**Exercise directions**
Leaving all pictures aside, copy exactly the lines from the start of the listing below through the line that contains "display:flex; align-items:center; height:66px;", and only those lines.

**Extracted data**

#####

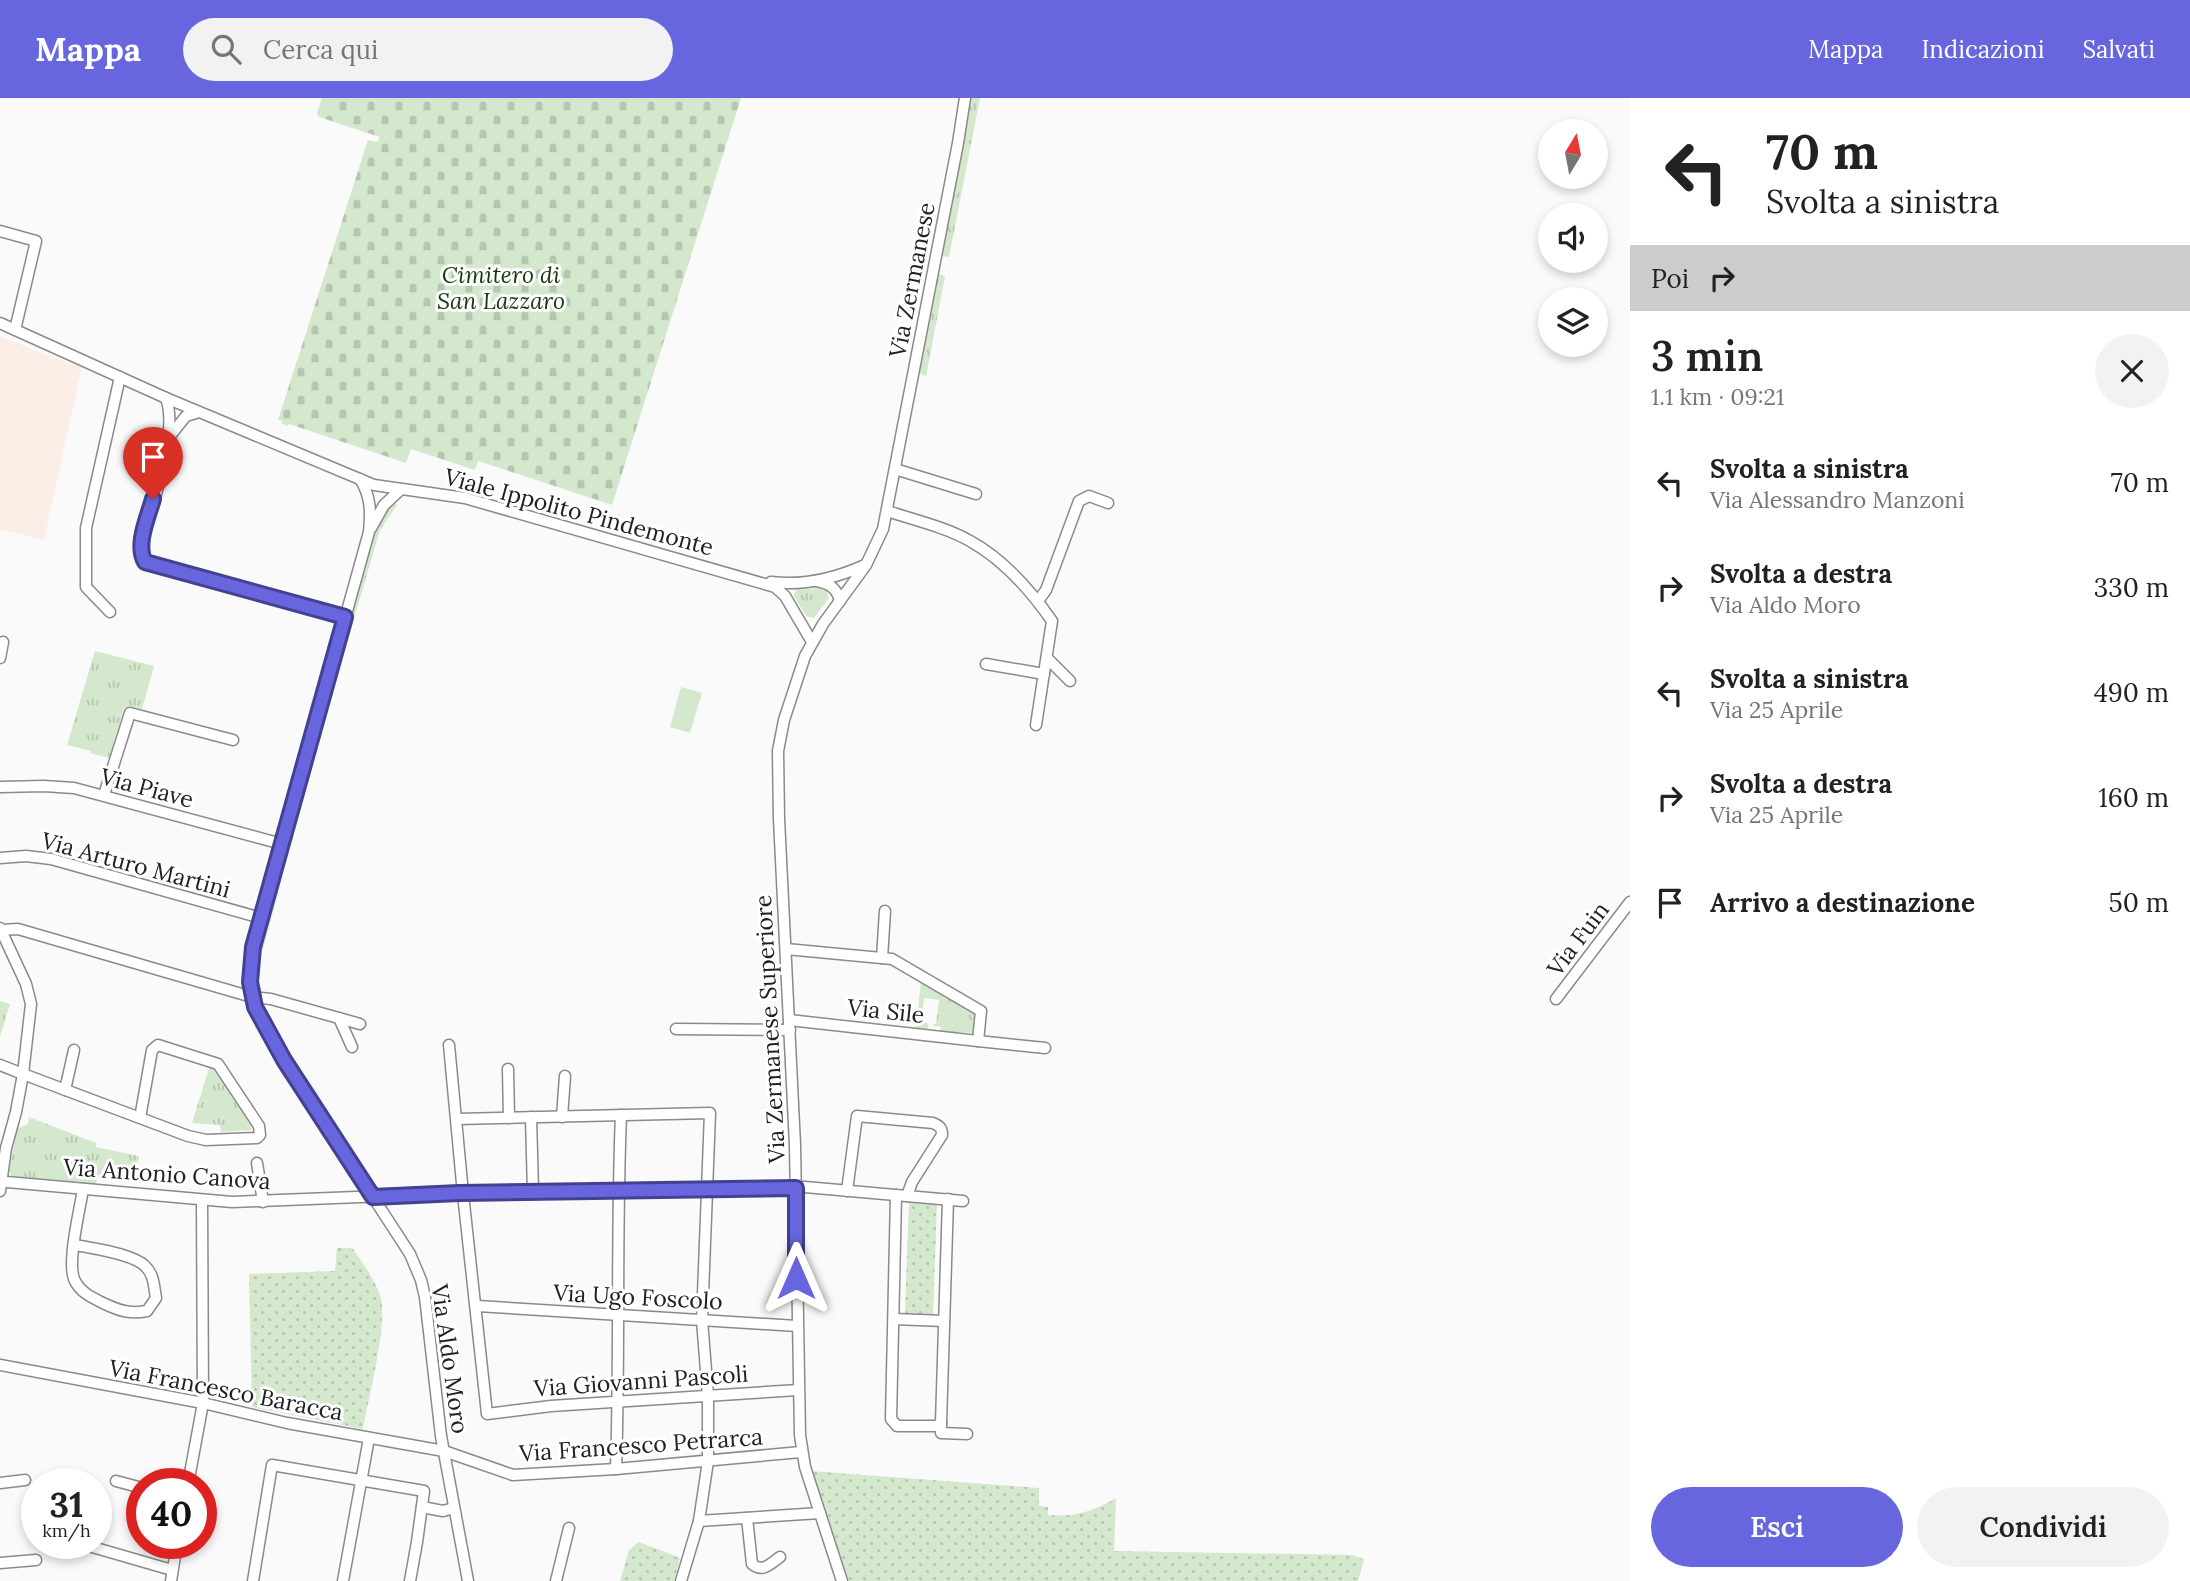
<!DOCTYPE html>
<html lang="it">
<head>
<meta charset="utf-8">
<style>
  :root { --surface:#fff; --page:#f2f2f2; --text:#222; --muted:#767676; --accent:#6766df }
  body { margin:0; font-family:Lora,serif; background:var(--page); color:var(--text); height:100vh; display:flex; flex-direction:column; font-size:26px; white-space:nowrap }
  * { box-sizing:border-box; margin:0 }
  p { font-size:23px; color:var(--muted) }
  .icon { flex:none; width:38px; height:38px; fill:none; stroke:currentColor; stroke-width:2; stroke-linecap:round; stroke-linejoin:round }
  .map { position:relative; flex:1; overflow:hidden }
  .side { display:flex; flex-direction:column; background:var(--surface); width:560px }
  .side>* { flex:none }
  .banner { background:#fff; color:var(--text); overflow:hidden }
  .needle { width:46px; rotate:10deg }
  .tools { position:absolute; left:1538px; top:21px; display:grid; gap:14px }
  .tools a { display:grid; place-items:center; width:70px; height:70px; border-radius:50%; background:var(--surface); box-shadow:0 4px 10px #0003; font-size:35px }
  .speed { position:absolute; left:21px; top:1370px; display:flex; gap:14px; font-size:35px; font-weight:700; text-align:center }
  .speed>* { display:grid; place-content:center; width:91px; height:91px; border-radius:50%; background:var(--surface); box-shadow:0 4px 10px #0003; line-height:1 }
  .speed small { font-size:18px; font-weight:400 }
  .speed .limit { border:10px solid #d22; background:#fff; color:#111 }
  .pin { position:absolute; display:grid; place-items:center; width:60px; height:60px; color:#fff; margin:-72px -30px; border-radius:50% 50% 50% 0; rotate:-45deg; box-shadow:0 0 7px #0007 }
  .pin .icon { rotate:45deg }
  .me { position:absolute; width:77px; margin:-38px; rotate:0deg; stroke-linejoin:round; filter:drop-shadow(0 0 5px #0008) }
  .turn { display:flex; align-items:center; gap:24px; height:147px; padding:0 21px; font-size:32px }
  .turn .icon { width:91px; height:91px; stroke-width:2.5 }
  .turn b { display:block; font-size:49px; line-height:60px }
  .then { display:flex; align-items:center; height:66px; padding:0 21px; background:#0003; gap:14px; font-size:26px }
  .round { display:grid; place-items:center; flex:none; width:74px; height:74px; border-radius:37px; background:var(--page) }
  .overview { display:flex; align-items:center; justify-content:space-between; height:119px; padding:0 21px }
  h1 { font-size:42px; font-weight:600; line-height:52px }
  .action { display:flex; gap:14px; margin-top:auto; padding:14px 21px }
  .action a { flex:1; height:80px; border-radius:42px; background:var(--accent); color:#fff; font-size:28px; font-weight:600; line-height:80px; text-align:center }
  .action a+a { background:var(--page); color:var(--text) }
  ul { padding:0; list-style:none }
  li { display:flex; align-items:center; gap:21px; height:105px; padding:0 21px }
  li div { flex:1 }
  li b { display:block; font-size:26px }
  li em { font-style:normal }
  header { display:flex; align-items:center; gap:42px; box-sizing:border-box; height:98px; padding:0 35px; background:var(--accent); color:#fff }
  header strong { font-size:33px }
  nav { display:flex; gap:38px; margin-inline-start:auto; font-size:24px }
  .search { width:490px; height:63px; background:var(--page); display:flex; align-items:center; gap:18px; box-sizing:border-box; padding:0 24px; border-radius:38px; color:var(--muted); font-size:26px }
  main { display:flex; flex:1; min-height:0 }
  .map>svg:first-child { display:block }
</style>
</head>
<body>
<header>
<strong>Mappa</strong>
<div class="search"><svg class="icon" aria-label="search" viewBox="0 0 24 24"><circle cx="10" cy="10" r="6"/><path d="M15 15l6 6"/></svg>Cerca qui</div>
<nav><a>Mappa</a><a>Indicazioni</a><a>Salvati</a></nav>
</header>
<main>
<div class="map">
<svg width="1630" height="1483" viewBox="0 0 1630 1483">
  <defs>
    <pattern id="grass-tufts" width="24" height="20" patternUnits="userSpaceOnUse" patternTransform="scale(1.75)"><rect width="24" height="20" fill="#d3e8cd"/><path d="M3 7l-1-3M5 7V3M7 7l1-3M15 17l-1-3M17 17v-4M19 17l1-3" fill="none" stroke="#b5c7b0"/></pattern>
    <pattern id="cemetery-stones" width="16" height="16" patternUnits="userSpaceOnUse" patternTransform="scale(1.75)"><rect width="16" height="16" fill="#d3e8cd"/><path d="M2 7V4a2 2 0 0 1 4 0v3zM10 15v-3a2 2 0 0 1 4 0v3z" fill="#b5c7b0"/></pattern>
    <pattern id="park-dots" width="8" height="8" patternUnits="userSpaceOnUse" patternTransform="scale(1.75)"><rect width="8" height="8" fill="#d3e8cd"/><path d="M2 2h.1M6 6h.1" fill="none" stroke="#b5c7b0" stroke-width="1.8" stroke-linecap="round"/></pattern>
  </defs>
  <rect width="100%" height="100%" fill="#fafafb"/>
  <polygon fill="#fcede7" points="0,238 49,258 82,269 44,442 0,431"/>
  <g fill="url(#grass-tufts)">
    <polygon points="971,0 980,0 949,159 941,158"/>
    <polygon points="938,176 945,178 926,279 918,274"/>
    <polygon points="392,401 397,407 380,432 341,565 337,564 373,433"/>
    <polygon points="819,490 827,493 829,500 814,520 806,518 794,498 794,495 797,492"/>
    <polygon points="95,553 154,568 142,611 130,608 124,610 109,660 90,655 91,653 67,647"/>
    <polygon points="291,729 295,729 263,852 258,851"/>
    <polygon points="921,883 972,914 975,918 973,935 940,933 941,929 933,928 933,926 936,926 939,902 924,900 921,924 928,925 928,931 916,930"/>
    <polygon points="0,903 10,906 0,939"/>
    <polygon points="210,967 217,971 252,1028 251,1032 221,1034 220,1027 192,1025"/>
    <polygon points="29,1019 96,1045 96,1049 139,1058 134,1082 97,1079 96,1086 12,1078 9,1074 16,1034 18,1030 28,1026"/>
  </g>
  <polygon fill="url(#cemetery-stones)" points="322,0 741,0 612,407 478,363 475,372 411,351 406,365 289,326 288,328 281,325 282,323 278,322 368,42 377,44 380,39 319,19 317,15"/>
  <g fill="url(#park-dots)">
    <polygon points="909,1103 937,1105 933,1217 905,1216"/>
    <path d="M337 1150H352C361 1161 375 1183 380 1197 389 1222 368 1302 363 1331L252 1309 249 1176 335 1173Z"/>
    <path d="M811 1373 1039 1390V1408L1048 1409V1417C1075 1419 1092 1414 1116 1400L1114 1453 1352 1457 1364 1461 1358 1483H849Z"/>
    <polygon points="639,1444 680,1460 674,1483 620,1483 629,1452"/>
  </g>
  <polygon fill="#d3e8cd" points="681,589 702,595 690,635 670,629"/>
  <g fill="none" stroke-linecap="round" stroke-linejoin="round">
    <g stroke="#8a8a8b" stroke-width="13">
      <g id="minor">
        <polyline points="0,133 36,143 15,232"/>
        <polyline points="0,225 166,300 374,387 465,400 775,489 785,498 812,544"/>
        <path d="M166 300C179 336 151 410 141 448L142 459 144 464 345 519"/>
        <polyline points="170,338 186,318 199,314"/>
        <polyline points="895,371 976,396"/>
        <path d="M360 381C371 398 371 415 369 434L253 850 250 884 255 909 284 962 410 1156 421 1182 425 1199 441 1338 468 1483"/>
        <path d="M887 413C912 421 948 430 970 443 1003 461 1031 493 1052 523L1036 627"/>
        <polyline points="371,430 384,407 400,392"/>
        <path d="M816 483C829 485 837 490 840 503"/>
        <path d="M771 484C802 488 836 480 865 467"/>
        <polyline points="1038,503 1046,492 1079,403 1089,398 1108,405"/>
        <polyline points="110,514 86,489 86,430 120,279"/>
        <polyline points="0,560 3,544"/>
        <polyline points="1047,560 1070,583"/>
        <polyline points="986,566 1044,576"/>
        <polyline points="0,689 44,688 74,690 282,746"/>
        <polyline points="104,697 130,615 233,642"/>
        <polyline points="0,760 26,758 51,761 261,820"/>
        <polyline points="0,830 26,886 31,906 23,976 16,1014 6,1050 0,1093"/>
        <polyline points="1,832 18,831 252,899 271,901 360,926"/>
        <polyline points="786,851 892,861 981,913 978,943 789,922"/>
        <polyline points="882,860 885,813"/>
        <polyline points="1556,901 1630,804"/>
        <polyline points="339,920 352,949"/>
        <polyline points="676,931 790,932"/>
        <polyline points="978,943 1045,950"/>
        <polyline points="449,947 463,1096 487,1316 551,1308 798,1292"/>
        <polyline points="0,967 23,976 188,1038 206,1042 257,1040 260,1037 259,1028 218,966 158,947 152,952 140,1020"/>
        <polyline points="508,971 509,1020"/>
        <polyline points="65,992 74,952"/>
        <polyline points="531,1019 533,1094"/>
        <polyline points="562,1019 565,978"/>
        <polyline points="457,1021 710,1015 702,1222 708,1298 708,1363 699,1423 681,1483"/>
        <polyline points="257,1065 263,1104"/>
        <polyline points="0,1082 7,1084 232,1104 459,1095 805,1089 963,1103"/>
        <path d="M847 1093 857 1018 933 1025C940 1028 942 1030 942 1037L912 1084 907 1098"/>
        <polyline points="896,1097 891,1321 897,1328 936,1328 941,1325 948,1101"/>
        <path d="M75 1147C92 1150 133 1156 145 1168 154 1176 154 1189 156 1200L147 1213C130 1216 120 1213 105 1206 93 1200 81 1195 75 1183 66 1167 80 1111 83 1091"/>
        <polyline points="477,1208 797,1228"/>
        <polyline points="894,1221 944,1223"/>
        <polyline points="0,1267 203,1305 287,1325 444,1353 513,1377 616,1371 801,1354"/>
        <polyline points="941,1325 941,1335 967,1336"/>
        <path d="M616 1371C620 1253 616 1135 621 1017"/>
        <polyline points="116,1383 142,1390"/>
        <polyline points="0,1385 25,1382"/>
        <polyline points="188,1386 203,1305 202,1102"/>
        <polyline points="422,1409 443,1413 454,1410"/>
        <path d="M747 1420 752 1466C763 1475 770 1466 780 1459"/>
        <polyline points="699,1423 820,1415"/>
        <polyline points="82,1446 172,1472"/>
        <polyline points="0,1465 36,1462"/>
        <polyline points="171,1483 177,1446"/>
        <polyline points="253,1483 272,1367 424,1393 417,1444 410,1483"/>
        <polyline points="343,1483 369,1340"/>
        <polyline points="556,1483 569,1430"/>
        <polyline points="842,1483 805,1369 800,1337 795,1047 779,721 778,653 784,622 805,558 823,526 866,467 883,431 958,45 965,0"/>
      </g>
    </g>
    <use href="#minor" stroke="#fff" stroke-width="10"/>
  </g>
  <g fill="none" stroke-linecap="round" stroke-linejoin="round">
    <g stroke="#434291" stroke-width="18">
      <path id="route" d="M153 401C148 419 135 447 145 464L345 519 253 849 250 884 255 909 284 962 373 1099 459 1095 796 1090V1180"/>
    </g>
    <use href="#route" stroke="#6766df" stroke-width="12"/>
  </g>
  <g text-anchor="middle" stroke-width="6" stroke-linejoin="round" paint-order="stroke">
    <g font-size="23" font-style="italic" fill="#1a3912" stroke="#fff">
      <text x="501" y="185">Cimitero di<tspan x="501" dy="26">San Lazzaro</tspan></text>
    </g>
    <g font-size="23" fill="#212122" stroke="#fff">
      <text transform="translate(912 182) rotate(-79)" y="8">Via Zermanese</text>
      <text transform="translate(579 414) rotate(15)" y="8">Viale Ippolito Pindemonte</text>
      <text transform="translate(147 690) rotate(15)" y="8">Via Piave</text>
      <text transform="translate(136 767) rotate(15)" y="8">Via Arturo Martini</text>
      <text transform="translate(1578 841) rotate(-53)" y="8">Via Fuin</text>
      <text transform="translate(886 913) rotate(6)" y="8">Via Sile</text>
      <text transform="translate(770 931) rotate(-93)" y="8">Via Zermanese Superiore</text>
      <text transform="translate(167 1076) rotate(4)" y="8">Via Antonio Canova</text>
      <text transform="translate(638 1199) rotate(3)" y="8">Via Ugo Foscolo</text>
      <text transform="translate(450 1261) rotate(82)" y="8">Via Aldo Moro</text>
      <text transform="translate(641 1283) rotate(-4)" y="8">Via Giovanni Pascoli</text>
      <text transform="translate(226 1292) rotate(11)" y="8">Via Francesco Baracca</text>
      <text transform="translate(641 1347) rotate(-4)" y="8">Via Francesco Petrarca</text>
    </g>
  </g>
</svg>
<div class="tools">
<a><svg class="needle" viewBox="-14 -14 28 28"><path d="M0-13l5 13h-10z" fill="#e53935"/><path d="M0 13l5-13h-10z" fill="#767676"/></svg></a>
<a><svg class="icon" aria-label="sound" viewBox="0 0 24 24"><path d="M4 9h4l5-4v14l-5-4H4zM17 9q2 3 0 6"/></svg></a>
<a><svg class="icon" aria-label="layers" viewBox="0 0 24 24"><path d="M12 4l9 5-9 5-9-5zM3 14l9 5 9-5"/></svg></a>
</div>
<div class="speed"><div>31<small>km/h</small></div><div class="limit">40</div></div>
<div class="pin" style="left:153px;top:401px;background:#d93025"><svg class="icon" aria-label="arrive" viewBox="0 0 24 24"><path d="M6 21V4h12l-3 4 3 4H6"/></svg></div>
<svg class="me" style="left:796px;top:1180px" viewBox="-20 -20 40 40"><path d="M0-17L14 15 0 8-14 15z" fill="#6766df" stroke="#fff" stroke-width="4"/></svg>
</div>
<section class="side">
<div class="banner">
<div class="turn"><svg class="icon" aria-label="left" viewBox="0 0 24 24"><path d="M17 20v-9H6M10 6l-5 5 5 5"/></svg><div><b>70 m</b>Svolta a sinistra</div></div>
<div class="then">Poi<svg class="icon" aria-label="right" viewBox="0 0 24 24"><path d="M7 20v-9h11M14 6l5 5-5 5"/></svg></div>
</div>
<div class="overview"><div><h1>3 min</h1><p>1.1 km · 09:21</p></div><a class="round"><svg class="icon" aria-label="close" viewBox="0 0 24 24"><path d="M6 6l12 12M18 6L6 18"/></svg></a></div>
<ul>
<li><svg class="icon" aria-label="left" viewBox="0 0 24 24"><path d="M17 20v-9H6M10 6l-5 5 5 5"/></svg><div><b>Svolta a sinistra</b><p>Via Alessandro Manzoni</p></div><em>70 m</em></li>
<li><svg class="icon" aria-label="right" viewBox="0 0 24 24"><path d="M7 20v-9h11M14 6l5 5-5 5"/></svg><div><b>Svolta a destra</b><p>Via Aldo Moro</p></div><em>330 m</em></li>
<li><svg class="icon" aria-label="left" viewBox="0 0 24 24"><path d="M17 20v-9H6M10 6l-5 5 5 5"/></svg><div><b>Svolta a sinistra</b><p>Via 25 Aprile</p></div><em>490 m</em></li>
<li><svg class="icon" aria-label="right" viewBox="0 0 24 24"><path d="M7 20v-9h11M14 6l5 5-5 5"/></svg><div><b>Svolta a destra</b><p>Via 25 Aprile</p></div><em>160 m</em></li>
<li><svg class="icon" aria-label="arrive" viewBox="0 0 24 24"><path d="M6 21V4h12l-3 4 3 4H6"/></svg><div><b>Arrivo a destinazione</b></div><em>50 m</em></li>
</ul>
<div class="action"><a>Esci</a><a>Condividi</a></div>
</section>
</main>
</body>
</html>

#####

**Task output**
<!DOCTYPE html>
<html lang="it">
<head>
<meta charset="utf-8">
<style>
  :root { --surface:#fff; --page:#f2f2f2; --text:#222; --muted:#767676; --accent:#6766df }
  body { margin:0; font-family:Lora,serif; background:var(--page); color:var(--text); height:100vh; display:flex; flex-direction:column; font-size:26px; white-space:nowrap }
  * { box-sizing:border-box; margin:0 }
  p { font-size:23px; color:var(--muted) }
  .icon { flex:none; width:38px; height:38px; fill:none; stroke:currentColor; stroke-width:2; stroke-linecap:round; stroke-linejoin:round }
  .map { position:relative; flex:1; overflow:hidden }
  .side { display:flex; flex-direction:column; background:var(--surface); width:560px }
  .side>* { flex:none }
  .banner { background:#fff; color:var(--text); overflow:hidden }
  .needle { width:46px; rotate:10deg }
  .tools { position:absolute; left:1538px; top:21px; display:grid; gap:14px }
  .tools a { display:grid; place-items:center; width:70px; height:70px; border-radius:50%; background:var(--surface); box-shadow:0 4px 10px #0003; font-size:35px }
  .speed { position:absolute; left:21px; top:1370px; display:flex; gap:14px; font-size:35px; font-weight:700; text-align:center }
  .speed>* { display:grid; place-content:center; width:91px; height:91px; border-radius:50%; background:var(--surface); box-shadow:0 4px 10px #0003; line-height:1 }
  .speed small { font-size:18px; font-weight:400 }
  .speed .limit { border:10px solid #d22; background:#fff; color:#111 }
  .pin { position:absolute; display:grid; place-items:center; width:60px; height:60px; color:#fff; margin:-72px -30px; border-radius:50% 50% 50% 0; rotate:-45deg; box-shadow:0 0 7px #0007 }
  .pin .icon { rotate:45deg }
  .me { position:absolute; width:77px; margin:-38px; rotate:0deg; stroke-linejoin:round; filter:drop-shadow(0 0 5px #0008) }
  .turn { display:flex; align-items:center; gap:24px; height:147px; padding:0 21px; font-size:32px }
  .turn .icon { width:91px; height:91px; stroke-width:2.5 }
  .turn b { display:block; font-size:49px; line-height:60px }
  .then { display:flex; align-items:center; height:66px; padding:0 21px; background:#0003; gap:14px; font-size:26px }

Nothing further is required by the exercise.